The baby boomers’ march into retirement is a major demographic trend that naturally attracts research. The following studies of pre retirees’ and retirees’ attitudes and behaviors provide interesting insights that can benefit your retirement advisory work with clients.
Redefining retirement
You’ve probably noticed more of your clients expressing a wish to continue working in some capacity past the “normal” retirement age. Their motivations will vary, but their desire to keep working is part of a growing trend.
In August and September 2013 the Associated Press-NORC Center for Public Affairs Research surveyed more than 1,000 U.S. adults ages 50 and over. The survey confirmed an ongoing shift in Americans’ ideas about retirement and found that workers are retiring later and are often not retiring completely.
The line between working and retirement is shifting for Americans ages 50 and older, with many currently or expecting to continue working for pay during retirement. Among those who are working and not yet retired, 47 percent said it was very likely that they will do some work for pay during their retirement and another 35 percent said it is somewhat likely. Respondents gave both financial and nonfinancial reasons for their plans.

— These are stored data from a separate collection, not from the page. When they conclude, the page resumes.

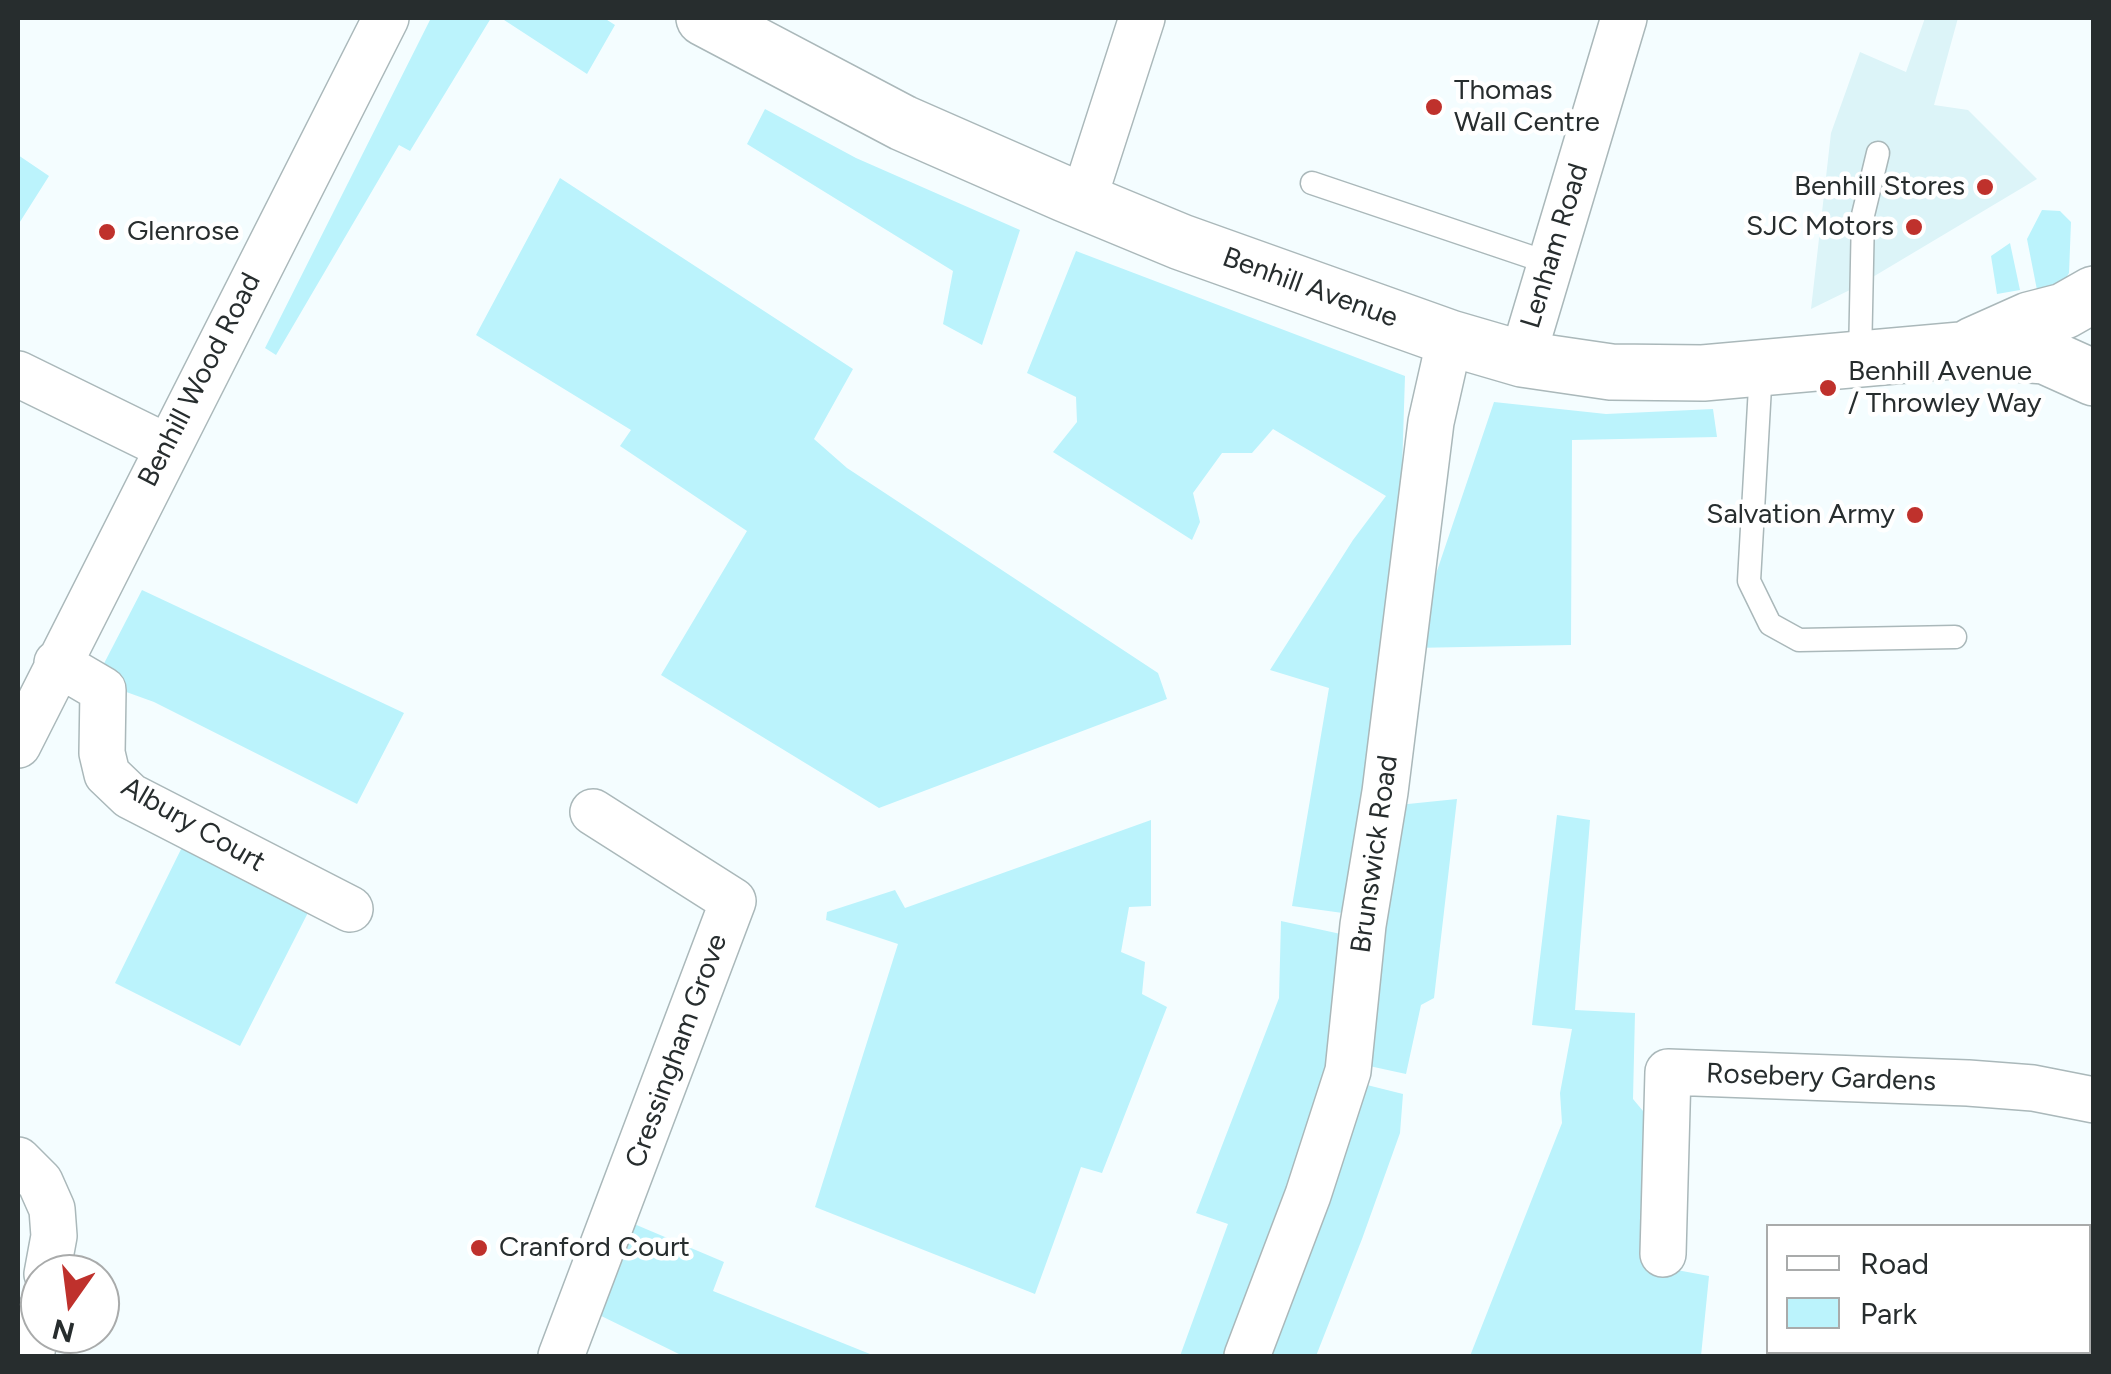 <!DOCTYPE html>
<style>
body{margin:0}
#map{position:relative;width:2111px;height:1374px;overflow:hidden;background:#f4fdff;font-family:Figtree,sans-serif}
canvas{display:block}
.frame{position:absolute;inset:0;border:20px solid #272d2e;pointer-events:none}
.legend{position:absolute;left:1766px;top:1224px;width:325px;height:130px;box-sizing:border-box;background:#fff;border:2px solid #a9abab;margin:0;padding:12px 18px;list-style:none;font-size:30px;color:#272d2e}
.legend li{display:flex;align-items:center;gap:20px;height:50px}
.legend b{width:50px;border:2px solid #a9abab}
.north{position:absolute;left:20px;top:1254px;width:100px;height:100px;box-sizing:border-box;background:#fff;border:2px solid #a9abab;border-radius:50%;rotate:194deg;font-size:28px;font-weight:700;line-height:40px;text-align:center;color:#272d2e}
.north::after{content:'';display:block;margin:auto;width:35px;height:45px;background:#bf312c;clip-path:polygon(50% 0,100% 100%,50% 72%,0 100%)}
</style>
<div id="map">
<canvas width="2111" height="1374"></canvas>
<div class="frame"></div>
<ul class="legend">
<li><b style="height:12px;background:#fff"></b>Road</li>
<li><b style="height:28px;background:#bbf3fc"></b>Park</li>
</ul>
<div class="north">N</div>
</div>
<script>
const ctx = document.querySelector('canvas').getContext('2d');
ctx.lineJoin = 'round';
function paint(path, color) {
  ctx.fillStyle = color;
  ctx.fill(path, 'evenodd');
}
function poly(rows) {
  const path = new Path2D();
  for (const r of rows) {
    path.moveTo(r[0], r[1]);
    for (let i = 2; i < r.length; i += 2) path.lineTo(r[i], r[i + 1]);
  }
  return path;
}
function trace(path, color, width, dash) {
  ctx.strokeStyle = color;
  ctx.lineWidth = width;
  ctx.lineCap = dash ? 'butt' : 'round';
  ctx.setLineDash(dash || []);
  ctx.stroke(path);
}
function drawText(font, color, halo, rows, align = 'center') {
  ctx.font = font + ' Figtree,sans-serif';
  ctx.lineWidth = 9;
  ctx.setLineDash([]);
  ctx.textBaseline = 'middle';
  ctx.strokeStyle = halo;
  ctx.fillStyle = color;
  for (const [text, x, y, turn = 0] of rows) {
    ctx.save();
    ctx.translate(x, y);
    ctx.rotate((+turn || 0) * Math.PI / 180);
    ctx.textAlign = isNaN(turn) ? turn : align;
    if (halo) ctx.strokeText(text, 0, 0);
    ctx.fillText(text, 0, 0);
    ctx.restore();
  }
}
paint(poly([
 [1925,18,1958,18,1934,105,1968,110,2037,179,1856,287,1811,309,1831,133,1860,52,1906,72]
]), '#dcf4f8');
paint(poly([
 [431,18,491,18,410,151,399,145,276,355,265,348],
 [501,18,604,18,615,25,587,74],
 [765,109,856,158,1020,230,982,345,943,324,953,271,747,144],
 [18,155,49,176,18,225],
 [560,178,853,369,814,439,847,468,1158,673,1167,699,879,808,661,675,747,531,620,446,631,430,476,335],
 [2042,210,2060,211,2071,222,2069,273,2063,283,2037,290,2027,239],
 [2010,243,2020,290,1997,294,1991,256],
 [1076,251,1405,376,1401,502,1350,914,1292,906,1329,688,1270,670,1353,540,1386,496,1273,429,1252,453,1222,453,1193,493,1200,522,1192,540,1053,452,1077,422,1076,397,1027,373],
 [1494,402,1606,414,1713,409,1717,437,1572,440,1571,645,1411,648],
 [142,590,404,713,357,804,154,702,107,685,97,677],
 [1457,799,1434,998,1421,1005,1406,1074,1360,1064,1398,805],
 [1557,815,1590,820,1575,1010,1635,1013,1633,1099,1653,1123,1650,1265,1709,1276,1701,1356,1470,1356,1562,1123,1560,1093,1572,1029,1532,1025],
 [1151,820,1151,906,1129,907,1121,952,1145,962,1142,994,1167,1007,1102,1173,1081,1167,1035,1294,815,1207,898,944,826,920,827,912,895,890,905,908],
 [191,829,318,893,240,1046,115,983],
 [1281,921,1350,936,1336,1068,1237,1356,1180,1356,1228,1224,1196,1213,1279,998],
 [1359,1083,1403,1094,1400,1133,1362,1239,1316,1356,1257,1356],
 [620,1218,724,1262,713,1291,875,1356,683,1356,589,1310]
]), '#bbf3fc');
const service = poly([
 [1312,183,1549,263],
 [1860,358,1863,215,1878,153],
 [1761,369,1749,581,1770,624,1799,640,1955,637]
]);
const minor = poly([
 [1083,201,1142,18],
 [1522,359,1624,18],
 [18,374,167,447],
 [57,663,103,690,102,753,107,774,130,796,350,909],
 [18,745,386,18],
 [18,1160,40,1182,52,1209,54,1236,47,1274],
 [1663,1254,1668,1072,1968,1083,2033,1088,2094,1100],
 [31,1356,40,1311],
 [561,1356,733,901,593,812],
 [1247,1356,1308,1195,1348,1071,1363,925,1385,792,1431,422,1450,338]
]);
const tertiary = poly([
 [704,18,903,123,1065,194,1181,242,1450,338,1522,359,1611,372,1703,373,1961,350,2045,356,2094,378],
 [1973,345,2029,320,2064,311,2094,294]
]);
trace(service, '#aab8ba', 25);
trace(minor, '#aab8ba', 48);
trace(tertiary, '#aab8ba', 58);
trace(service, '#fff', 22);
trace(minor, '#fff', 45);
trace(tertiary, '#fff', 55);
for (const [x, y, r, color] of [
 [1434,107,10,"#bf312c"],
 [1985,187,10,"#bf312c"],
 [1914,227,10,"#bf312c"],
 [107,232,10,"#bf312c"],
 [1828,388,10,"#bf312c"],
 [1915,515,10,"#bf312c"],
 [479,1248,10,"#bf312c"]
]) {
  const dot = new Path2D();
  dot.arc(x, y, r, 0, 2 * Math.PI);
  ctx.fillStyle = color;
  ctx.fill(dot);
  trace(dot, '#fff', 4);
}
drawText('28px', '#272d2e', '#fff', [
 ["Thomas",1454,91],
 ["Wall Centre",1454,123],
 ["Benhill Stores",1965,187,"right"],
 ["SJC Motors",1894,227,"right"],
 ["Glenrose",127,232],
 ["Benhill Avenue",1848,372],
 ["/ Throwley Way",1848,404],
 ["Salvation Army",1895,515,"right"],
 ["Cranford Court",499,1248]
], 'left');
drawText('28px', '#272d2e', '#fff', [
 ["Lenham Road",1555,246,-73],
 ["Benhill Avenue",1310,288,20],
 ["Benhill Wood Road",200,380,-63],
 ["Albury Court",193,825,30],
 ["Brunswick Road",1375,854,-82],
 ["Cressingham Grove",677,1051,-70],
 ["Rosebery Gardens",1821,1078,2]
]);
</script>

Matt Sedensky, a Fellow at the Associate Press-NORC Center for Public Affairs Research in Chicago and one of the study’s co-authors, notes that it’s been known for some time that the retirement age was moving higher. The study helped put a number on that trend, however.
“I think it was very interesting to be able to quantify that we’re seeing the line between work and retirement blurring,” he said. “More than 80 percent of the workers in our study said they’re at least somewhat likely to work for pay even after so-called retirement. So, we’re seeing people trickle down their hours, leave the workforce and re-enter the workforce, you know, take on a whole new career. We’re seeing all different variations of it, but what’s coming across pretty clearly is that this word ‘retirement’ is being redefined.”
The average retirement age has shifted since the beginning of the Great Recession in December 2007. Among those who reported retiring before the Great Recession, the retirement average age was 57. That age increased to 62 after the recession. The authors concluded this trend is likely due to a combination of diminished retirement savings during the bear market and lengthening life spans. But a look back at history shows that working later in life is not a new phenomena, Sedensky said. In the early part of the 20th century, the average retirement age of men was about 73, so it’s not unheard of to have people working to 67 or 68.
Although your older clients might be interested in and willing to keep working, the study found that they face age-related challenges, both on the job and in landing a new position. The unemployment stats support this finding. While the overall unemployment rate is relatively lower among older age groups, long-term unemployment is much higher. For workers who lose their job after age 50 and try to find employment with comparable income, “it’s just insurmountable for many of them,” he says.
Overall, 20 percent of people 50 or older say they have personally experienced prejudice or discrimination because of their age in the job market or at work since turning 50, including being passed over for a raise, promotion or chance to get ahead; receiving certain unwanted assignments; or being denied access to training or the opportunity to acquire new skills because of their age.